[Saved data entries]
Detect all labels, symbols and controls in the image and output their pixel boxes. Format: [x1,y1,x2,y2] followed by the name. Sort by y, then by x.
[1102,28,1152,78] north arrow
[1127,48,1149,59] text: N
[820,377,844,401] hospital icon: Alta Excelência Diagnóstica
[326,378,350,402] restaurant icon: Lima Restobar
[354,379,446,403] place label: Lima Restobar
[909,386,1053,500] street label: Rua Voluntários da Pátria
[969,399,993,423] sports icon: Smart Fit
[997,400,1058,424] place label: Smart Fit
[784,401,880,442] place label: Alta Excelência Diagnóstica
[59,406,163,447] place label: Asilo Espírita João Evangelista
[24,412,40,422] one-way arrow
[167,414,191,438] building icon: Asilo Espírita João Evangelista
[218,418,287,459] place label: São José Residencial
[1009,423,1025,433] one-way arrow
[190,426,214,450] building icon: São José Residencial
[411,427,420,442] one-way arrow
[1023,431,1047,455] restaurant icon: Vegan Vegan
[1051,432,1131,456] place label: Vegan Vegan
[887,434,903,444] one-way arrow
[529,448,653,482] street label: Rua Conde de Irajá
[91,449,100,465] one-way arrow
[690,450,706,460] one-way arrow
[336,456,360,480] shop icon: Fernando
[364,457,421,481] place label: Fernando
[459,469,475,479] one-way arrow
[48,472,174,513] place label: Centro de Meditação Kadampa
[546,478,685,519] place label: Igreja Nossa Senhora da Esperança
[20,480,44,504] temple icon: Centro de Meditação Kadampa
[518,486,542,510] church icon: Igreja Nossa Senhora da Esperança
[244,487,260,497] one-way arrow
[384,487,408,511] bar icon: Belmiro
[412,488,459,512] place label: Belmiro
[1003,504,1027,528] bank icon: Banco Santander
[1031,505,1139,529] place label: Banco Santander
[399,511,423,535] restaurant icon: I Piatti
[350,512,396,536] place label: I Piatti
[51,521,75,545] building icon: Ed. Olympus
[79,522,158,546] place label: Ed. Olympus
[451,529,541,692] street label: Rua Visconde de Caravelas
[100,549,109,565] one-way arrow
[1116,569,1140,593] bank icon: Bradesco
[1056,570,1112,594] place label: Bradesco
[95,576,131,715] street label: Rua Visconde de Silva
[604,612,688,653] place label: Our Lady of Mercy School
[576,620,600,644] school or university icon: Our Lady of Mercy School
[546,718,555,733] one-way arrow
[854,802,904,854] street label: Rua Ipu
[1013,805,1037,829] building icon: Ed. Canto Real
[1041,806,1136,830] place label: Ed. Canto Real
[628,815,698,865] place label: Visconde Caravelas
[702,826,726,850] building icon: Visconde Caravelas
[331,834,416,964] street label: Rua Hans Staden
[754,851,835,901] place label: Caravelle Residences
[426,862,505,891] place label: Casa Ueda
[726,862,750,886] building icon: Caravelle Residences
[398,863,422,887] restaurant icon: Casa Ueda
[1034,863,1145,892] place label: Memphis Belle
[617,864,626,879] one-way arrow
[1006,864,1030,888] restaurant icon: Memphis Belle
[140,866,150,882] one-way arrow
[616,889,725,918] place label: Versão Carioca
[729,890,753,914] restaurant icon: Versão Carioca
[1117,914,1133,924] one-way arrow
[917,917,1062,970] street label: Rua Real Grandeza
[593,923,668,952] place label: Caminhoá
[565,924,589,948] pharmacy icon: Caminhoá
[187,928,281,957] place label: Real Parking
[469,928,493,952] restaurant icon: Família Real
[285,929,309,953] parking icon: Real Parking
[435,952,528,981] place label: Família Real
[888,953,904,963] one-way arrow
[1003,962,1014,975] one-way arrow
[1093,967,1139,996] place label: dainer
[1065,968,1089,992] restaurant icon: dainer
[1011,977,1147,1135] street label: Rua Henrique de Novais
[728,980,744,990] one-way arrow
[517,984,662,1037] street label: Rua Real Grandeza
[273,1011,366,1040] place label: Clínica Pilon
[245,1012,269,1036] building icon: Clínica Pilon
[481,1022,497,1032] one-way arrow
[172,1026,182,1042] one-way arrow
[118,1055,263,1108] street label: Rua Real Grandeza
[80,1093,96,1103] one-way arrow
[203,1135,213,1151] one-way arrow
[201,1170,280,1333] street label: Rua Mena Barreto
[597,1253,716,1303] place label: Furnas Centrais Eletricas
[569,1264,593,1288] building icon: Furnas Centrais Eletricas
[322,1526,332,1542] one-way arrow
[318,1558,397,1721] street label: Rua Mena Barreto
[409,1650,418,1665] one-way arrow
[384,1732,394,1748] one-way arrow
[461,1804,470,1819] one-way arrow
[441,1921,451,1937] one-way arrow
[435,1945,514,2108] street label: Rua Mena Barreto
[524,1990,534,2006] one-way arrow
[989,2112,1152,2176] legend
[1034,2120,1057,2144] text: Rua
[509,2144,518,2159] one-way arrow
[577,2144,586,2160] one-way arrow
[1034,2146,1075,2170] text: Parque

## What is needed
Give the number of lines in the records that contain the string "Visconde", and nothing besides.

## Response
4